### WORK INSTRUCTION
Go through the entries below and copy each line containing the word "boxes".

### DATASET CONTENT

<<<<

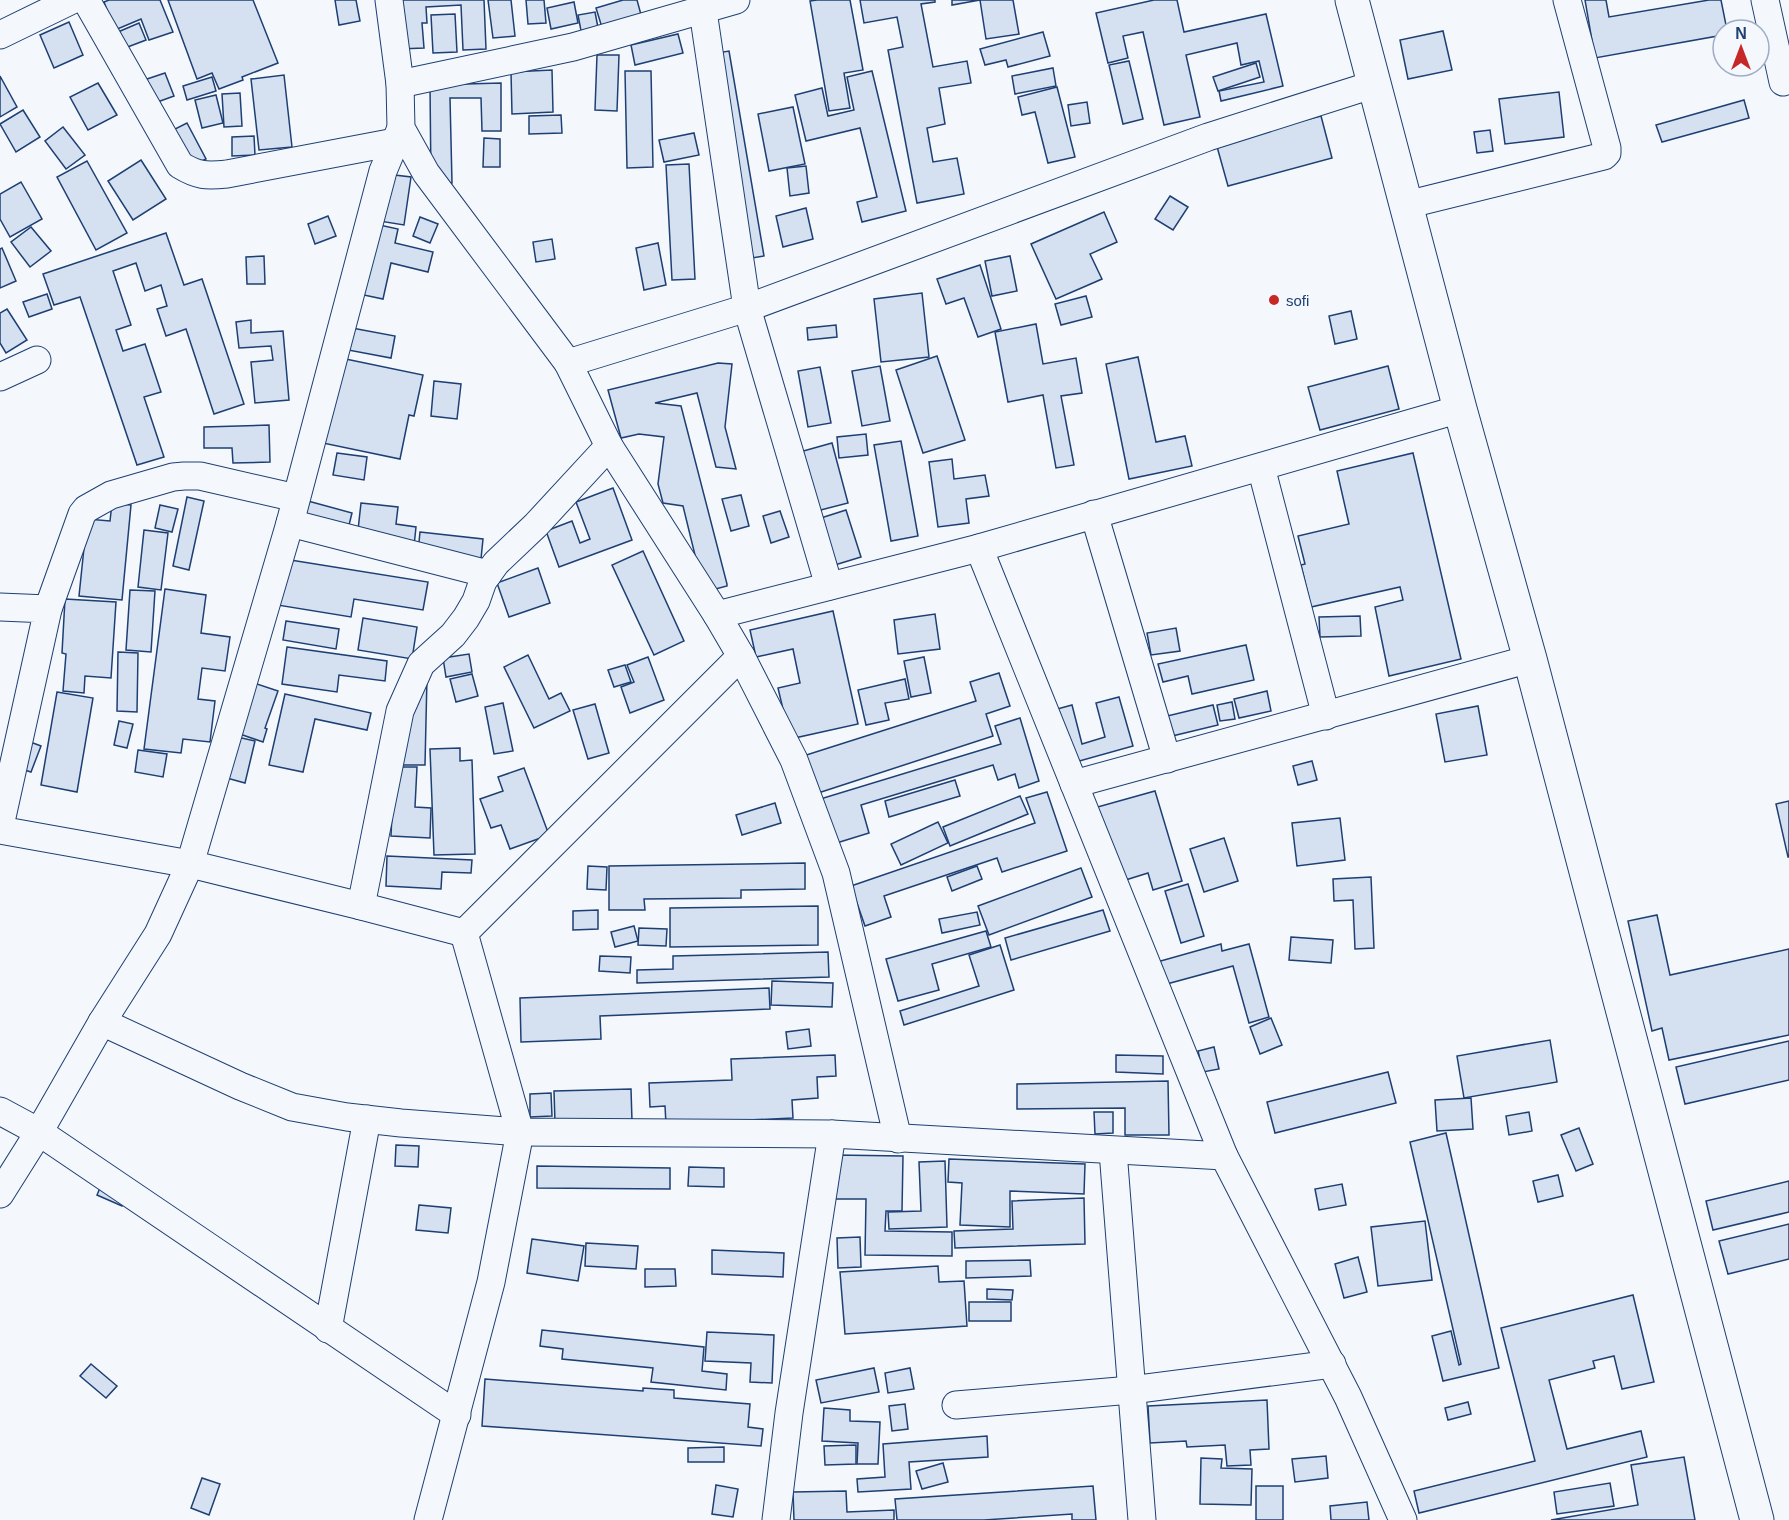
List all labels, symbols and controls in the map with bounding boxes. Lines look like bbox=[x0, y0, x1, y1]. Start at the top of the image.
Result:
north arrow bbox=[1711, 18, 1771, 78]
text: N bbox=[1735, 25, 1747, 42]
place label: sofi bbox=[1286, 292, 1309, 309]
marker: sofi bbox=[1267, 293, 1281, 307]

>>>>
<<<<

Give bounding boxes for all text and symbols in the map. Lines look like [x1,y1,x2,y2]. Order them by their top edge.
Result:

>>>>

### TASK RESPONSE
List all labels, symbols and controls in the map with bounding boxes. Lines look like bbox=[x0, y0, x1, y1]. Start at the top of the image.
Give bounding boxes for all text and symbols in the map. Lines look like [x1,y1,x2,y2]. Order them by their top edge.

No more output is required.